IDI Ingatkan Risiko Aborsi, Bisa Berdampak pada Kehamilan Selanjutnya

JAKARTA – eksekutif memperbolehkan korban pemerkosaan untuk melakukan tindakan aborsi . Ketentuan ini ada dalam pada PP Aspek Kesehatan terbaru yang dimaksud disahkan Presiden RI, Joko Widodo beberapa waktu lalu.
Tindakan aborsi ini sendiri merupakan menggugurkan janin dalam pada kandungan. Tentunya, hal ini bersyarat juga diperuntukan untuk para korban pemerkosaan.
Pemerintah sudah pernah melegalkan tindakan aborsi bersyarat, tetapi Ikatan Dokter Indonesia (IDI) mengingatkan bahwa aborsi memiliki risiko kemudian perlu diadakan dengan prosedur yang tersebut tepat.
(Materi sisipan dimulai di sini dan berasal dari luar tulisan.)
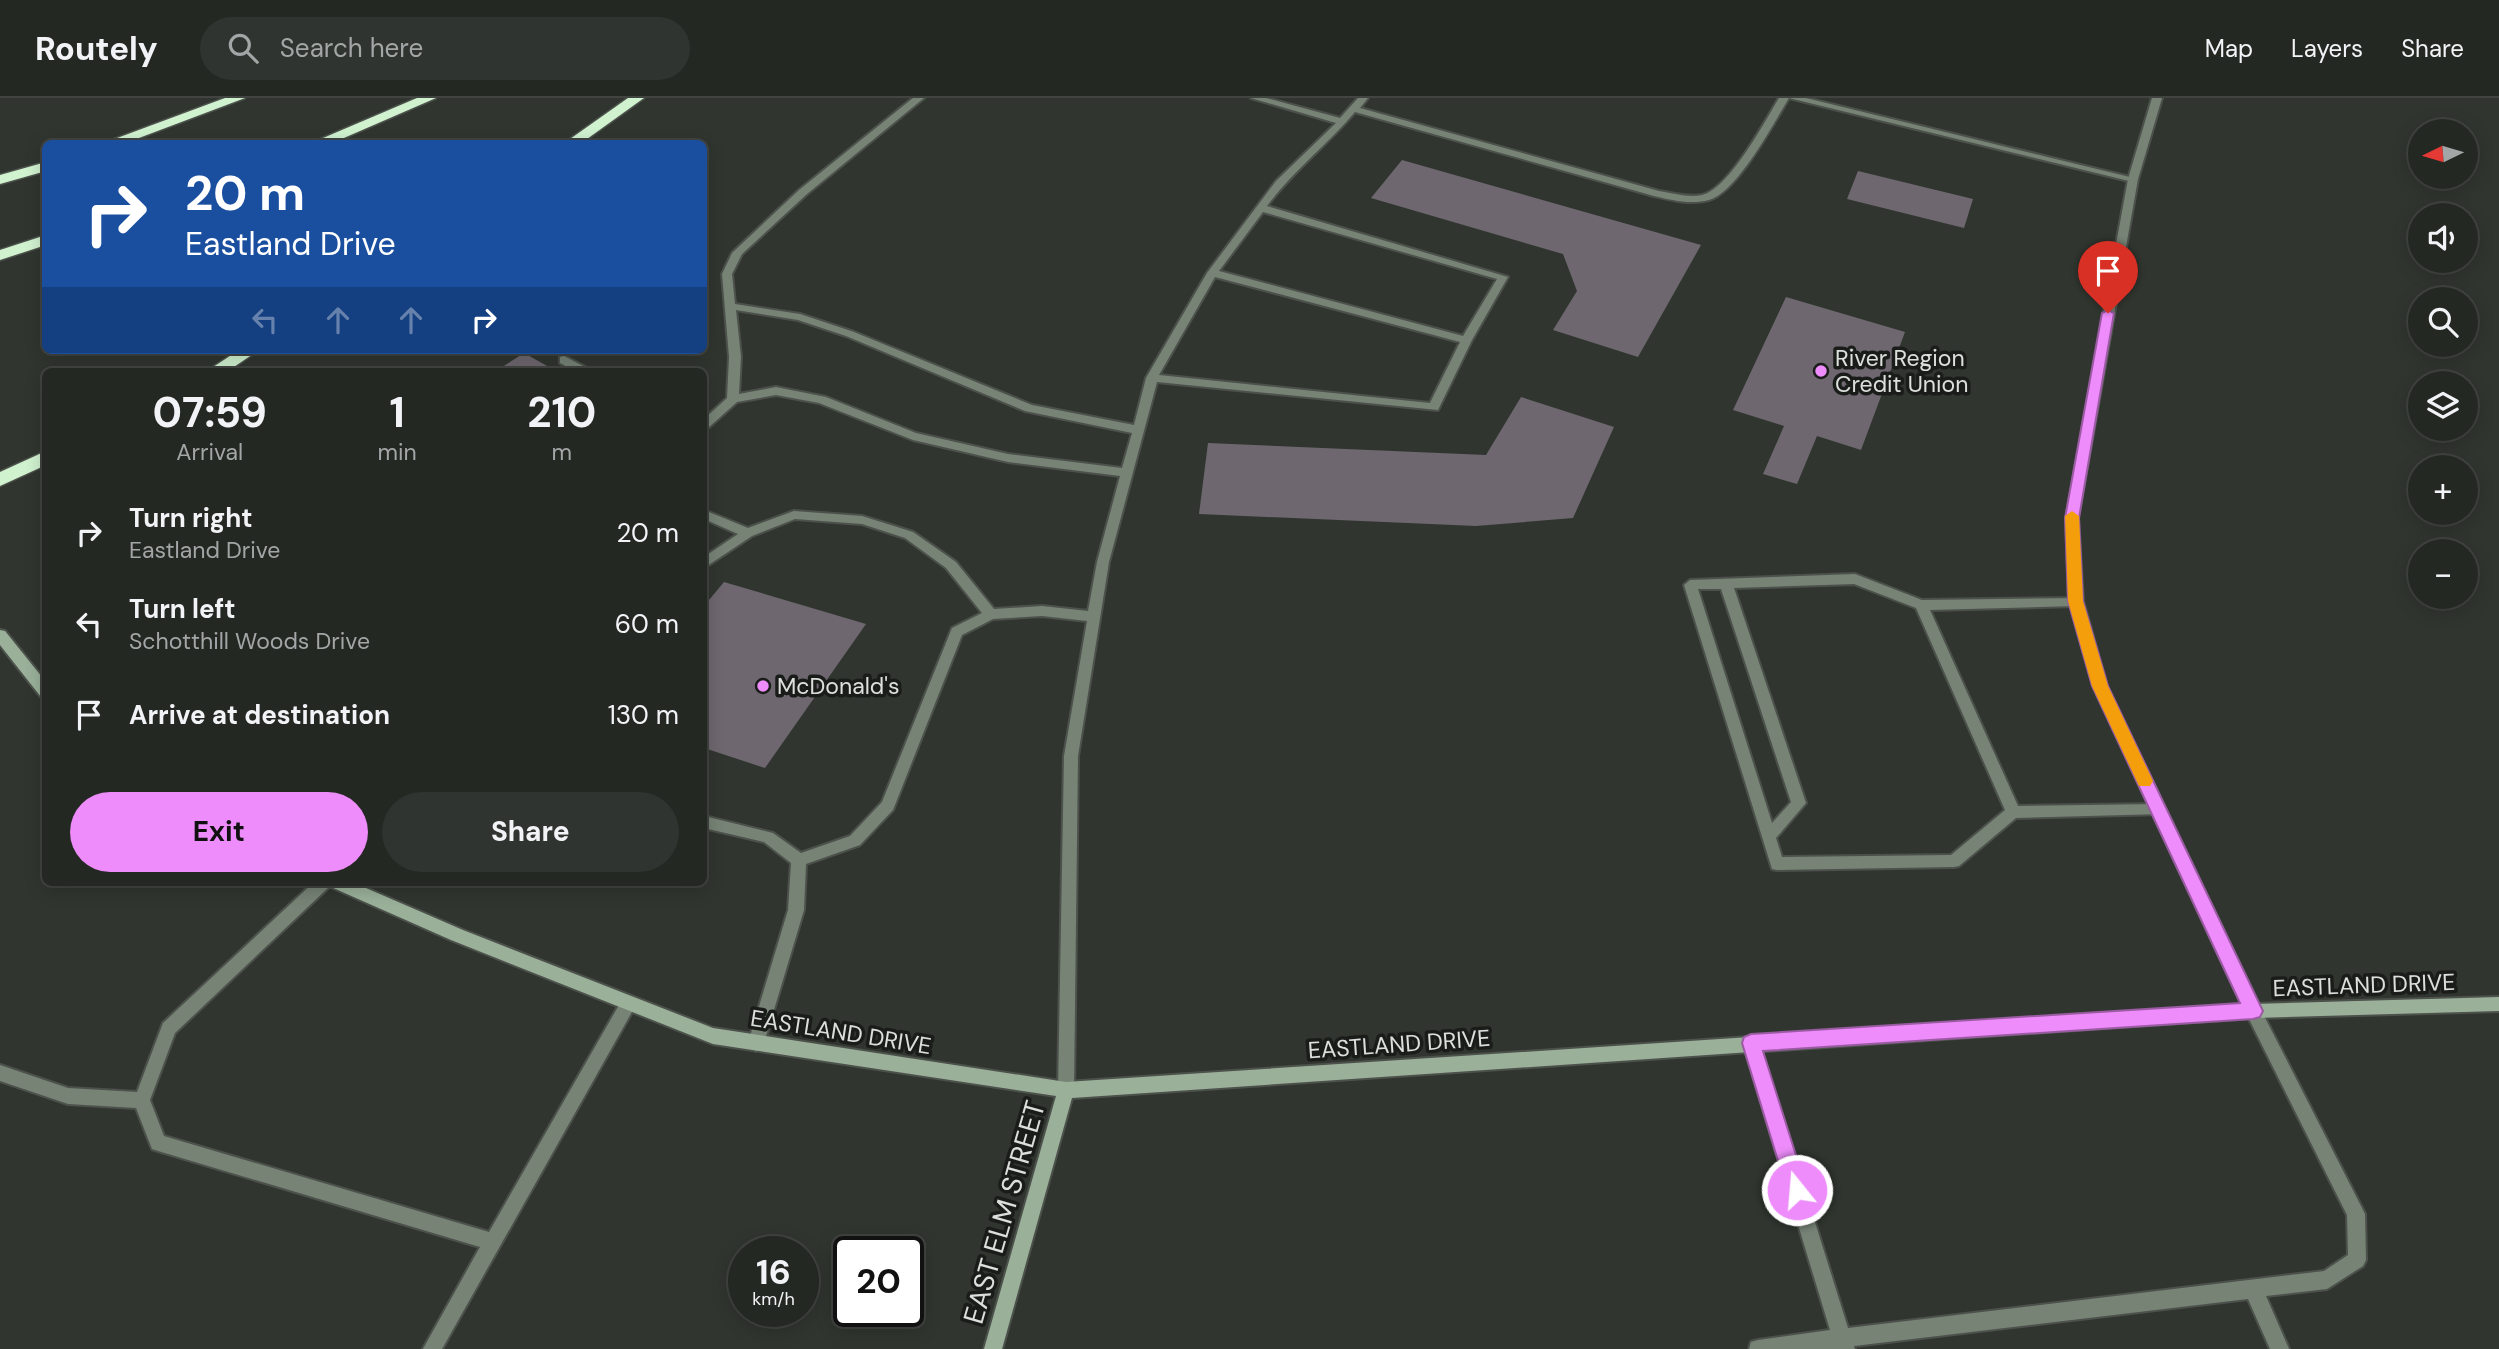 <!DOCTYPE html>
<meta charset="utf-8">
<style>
:root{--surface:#242823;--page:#303430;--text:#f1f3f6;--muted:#a3a6a6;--line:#414441;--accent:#ed8cfa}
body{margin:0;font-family:"DM Sans",sans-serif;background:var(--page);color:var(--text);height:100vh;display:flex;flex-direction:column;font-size:26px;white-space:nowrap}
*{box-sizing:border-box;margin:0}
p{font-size:23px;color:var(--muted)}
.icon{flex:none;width:38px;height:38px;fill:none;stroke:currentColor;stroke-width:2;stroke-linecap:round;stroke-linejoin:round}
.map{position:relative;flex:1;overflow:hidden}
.sheet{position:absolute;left:42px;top:270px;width:665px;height:518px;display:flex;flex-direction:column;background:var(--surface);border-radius:10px;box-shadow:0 4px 18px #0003,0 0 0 2px var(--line)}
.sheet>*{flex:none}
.banner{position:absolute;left:42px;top:42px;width:665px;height:214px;border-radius:10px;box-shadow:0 4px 18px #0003,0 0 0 2px var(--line);background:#1a4fa0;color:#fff;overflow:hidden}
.needle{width:46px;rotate:265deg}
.tools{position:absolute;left:2408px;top:21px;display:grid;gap:14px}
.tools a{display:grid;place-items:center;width:70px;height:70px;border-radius:50%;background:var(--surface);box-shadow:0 4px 18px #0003,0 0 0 2px var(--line);font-size:35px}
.speed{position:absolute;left:728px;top:1138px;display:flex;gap:14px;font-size:35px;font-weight:700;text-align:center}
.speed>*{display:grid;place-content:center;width:91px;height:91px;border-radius:50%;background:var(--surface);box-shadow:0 4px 18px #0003,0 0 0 2px var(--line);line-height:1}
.speed small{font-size:18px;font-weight:400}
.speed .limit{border:4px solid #111;border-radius:10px;background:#fff;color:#111}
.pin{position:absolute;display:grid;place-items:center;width:60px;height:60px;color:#fff;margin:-72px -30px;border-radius:50% 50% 50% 0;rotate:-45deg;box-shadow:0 0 7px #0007}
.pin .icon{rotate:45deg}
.me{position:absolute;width:77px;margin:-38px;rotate:343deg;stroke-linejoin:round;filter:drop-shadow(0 0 5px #0008)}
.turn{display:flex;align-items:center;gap:24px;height:147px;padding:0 28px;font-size:32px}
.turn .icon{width:91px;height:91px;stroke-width:2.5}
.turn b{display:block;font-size:49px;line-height:60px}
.lanes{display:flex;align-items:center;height:66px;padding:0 28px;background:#0003;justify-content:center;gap:35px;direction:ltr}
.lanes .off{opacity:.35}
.eta{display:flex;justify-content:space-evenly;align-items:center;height:119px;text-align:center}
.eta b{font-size:42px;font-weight:700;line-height:49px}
.cta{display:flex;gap:14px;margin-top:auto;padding:14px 28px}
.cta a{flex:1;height:80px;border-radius:42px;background:var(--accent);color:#111;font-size:28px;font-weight:700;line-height:80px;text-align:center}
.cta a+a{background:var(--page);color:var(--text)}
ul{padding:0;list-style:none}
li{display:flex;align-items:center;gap:21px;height:91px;padding:0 28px}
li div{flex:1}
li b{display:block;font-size:26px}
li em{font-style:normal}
header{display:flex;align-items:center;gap:42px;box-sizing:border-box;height:98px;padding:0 35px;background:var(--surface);border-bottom:2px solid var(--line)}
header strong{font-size:33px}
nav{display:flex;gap:38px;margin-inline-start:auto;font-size:24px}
.search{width:490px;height:63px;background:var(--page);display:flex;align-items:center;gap:18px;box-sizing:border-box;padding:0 24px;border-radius:38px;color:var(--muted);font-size:26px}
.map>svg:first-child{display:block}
.building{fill:#6e676f}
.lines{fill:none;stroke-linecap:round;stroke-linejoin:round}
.lane-casing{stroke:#4c514b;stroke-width:4}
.street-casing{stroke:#4c514b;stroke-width:4}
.secondary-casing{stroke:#4c514b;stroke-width:4}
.highway-casing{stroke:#4c514b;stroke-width:3}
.lane{fill:#768375;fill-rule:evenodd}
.street{fill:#768375;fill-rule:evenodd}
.secondary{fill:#9ab099;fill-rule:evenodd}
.highway{fill:#d0f2cf;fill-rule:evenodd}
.route{fill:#ed8cfa;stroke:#9a5ba2;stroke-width:2}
.slow{fill:#f59e0b}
.poi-dot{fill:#ed8cfa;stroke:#1a1c19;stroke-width:2.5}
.labels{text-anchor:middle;stroke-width:7;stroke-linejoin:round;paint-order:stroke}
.poi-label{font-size:23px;fill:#dce0dc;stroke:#1a1c19;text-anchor:start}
.street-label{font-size:23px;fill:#dce0dc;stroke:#1a1c19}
.near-street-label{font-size:28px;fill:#dce0dc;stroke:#1a1c19}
</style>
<header>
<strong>Routely</strong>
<div class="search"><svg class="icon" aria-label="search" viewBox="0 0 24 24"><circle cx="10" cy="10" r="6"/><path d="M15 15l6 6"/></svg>Search here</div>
<nav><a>Map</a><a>Layers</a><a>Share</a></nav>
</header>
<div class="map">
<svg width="2499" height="1251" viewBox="0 0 2499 1251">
<rect width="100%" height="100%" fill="#30362f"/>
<!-- building -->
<g class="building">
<polygon points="1402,62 1701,147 1638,259 1553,232 1577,193 1563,156 1371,100"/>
<polygon points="1858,73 1973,101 1964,130 1847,101"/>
<polygon points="1786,199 1905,234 1861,352 1817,338 1797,386 1763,376 1784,328 1733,312"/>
<polygon points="524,255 556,273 496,273"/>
<polygon points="1521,299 1614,329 1573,420 1476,428 1199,416 1208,345 1486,357"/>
<polygon points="724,484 866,526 765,670 704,650 704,508"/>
</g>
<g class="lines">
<!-- lane casing -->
<g class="lane-casing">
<g id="lane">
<path d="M913,0H924L807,96L742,156L732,176L735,206L800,216L854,234L1032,307L1134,327L1146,280L1207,175L1276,83L1336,25L1251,0H1266L1340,20L1358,0H1368L1360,10L1659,93C1673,95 1688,100 1702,97C1729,91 1765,23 1779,0H1789C1773,26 1738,93 1709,102C1691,107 1671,102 1654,98L1355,14C1327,47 1292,74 1267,108L1508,179L1472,242L1438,312L1157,284L1109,464L1078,658L1074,992L1072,998L1066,1000L1060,998L1058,992L1064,658L1087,523L1042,518L993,521L962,537L893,712L860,747L806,766L804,812L764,945L762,950L756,953L750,950L748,945L788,812L791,765L764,744L704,730V718L773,735L801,755L850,738L882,704L952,530L982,515L946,470L905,440L862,426L795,421L752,438L704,470V459L738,436L704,421V412L748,430L794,413L862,418L913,434L956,464L994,511L1042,508L1088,513L1097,464L1120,378L1008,364L913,342L819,305L776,297L737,304L708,330L704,331V321L727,300L729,259L722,176L732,155L799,92ZM1263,114L1497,181L1463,238L1219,173ZM1215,179L1460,244L1430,305L1159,277ZM736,212L798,222L846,238L1025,313L1132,335L1122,370L1008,356L916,335L826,299L776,289L739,296L741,259Z"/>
<polygon points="1789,0 1806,0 2138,81 2133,84"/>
<polygon points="564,258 587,270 589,273 575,273 560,265 560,259"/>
<path d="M1855,476L1922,502L2081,500L2083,503L2081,506L2076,508L1930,512L2018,708L2158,706L2163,708L2165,712L2163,716L2016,720L1959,768L1954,769L1777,772L1772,771L1684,487L1690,482ZM1854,486L1916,510L2005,712L1951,757L1782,759L1776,740L1806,705L1734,490ZM1698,491H1721L1791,704L1772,725Z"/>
<polygon points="314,784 332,784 329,789 175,935 150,1002 164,1038 489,1134 623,900 629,898 635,900 637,905 442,1251 423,1251 480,1149 158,1053 152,1051 136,1010 68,1006 0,983 0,967 68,990 137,994 163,925"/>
<polygon points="2253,906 2259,908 2362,1110 2365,1116 2366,1162 2363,1168 2327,1191 2266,1198 2289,1251 2270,1251 2248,1201 1854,1248 1855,1251 1749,1251 1751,1244 1758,1242 1830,1232 1743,945 1745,940 1751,937 1757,940 1759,945 1848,1230 2324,1173 2348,1157 2347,1117 2245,913 2247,908"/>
</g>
</g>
<!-- street casing -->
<g class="street-casing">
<polygon id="street" points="2152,0 2162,0 2138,81 2078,420 2083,503 2107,588 2261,913 2259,918 2253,920 2247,918 2093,588 2069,503 2066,420 2128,81"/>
</g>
<!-- secondary casing -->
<g class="secondary-casing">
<g id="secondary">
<polygon points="0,532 5,533 46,584 46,600 41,599 0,547"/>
<polygon points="328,784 352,784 463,832 713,930 1066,984 2253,906 2499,899 2499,913 2253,920 1072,1000 1002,1251 984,1251 1056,998 713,946 451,842 331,789"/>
</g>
</g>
<!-- highway casing -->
<g class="highway-casing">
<g id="highway">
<polygon points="225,0 245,0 123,46 101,46"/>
<polygon points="417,0 436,0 330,46 309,46"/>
<polygon points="628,0 644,0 580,46 563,46"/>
<polygon points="46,64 46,73 0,86 0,77"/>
<polygon points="46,137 46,147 0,162 0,152"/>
<polygon points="239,252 259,252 228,273 207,273"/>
<polygon points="46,353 46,367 0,388 0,374"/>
</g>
</g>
<!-- lane -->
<use href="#lane" class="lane"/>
<!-- street -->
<use href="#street" class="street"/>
<!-- secondary -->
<use href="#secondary" class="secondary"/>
<!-- highway -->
<use href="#highway" class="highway"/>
</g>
<!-- route -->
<polygon class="route" points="2108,212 2114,215 2079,420 2083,503 2108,588 2263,913 2260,919 2253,921 1763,953 1807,1092 1804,1099 1797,1102 1789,1099 1787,1092 1742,945 1744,939 1751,936 2240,905 2092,588 2068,503 2065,420 2102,215"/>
<!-- slow -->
<polygon class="slow" points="2072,413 2079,418 2083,503 2108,588 2153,683 2150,688 2139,688 2092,588 2068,503 2065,418"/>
<!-- markers -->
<g class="poi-dot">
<circle cx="1821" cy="273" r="7"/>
<circle cx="763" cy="588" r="7"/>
</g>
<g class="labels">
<!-- poi labels -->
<g class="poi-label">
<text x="1835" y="268">River Region<tspan x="1835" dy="26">Credit Union</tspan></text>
<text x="777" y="596">McDonald's</text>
</g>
<!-- street labels -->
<g class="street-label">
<text transform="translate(2364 887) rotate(-2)" y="8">EASTLAND DRIVE</text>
<text transform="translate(841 934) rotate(9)" y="8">EASTLAND DRIVE</text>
<text transform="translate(1399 946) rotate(-4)" y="8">EASTLAND DRIVE</text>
</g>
<!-- near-street labels -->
<g class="near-street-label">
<text transform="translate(1004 1114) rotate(-74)" y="10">EAST ELM STREET</text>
</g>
</g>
</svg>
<div class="tools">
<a><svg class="needle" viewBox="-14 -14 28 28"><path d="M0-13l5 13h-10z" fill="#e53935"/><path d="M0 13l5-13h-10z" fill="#a3a6a6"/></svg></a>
<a><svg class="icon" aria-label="sound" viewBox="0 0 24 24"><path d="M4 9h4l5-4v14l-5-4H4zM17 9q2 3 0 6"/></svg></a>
<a><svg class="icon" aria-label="search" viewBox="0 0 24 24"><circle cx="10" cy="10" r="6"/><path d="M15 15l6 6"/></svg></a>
<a><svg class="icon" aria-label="layers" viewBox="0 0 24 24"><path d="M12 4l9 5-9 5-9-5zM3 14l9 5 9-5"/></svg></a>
<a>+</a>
<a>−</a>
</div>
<div class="speed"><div>16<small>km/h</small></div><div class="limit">20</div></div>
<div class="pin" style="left:2108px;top:215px;background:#d93025"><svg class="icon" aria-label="arrive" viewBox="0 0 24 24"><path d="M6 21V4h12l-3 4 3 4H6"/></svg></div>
<svg class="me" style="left:1797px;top:1092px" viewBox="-20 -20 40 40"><circle r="17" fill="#ed8cfa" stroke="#fff" stroke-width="3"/><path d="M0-11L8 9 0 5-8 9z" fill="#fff"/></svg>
<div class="banner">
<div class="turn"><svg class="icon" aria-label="right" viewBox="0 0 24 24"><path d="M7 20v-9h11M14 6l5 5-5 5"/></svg><div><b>20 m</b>Eastland Drive</div></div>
<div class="lanes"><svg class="icon off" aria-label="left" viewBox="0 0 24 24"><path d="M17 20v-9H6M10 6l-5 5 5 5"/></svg><svg class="icon off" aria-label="ahead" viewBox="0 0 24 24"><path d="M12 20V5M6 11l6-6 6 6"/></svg><svg class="icon off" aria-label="ahead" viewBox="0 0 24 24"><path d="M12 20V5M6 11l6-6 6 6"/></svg><svg class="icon" aria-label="right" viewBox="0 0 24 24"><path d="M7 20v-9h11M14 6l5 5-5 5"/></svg></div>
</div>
<section class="sheet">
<div class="eta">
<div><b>07:59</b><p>Arrival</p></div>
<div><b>1</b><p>min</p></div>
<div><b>210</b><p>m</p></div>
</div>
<ul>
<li><svg class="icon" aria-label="right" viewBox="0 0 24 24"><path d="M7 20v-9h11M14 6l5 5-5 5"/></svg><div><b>Turn right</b><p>Eastland Drive</p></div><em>20 m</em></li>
<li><svg class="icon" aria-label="left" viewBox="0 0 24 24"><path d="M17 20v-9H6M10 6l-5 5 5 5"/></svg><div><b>Turn left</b><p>Schotthill Woods Drive</p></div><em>60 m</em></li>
<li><svg class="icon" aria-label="arrive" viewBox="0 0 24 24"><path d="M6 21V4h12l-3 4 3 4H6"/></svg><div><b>Arrive at destination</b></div><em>130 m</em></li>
</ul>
<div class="cta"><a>Exit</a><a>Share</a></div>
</section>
</div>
Ketua Lingkup Legislasi juga Advokasi PB IDI dr. Ari Kusuma Januarto, SpOG mengatakan, setiap tindakan aborsi tentu akan berisiko untuk wanita yang mana menjalankannya.
“Aborsi itu adalah tindakan medis. Semua tindakan medis punya risiko,” kata dr. Ari pada media briefing, Hari Jumat (2/8/2024).
Salah satunya yang digunakan bisa jadi menjadi risiko wanita pascamelakukan tindakan aborsi, yakni jikalau dirinya kembali hamil di tempat kemudian hari. dr. Ari menjelaskan wanita yang digunakan pernah mengalami keguguran atau melakukan aborsi masih mampu berpeluang untuk hamil lagi.
Namun, tindakan aborsi yang mana berisiko ini juga tidaklah menangguhkan kemungkinan memberikan dampak pada kehamilan selanjutnya.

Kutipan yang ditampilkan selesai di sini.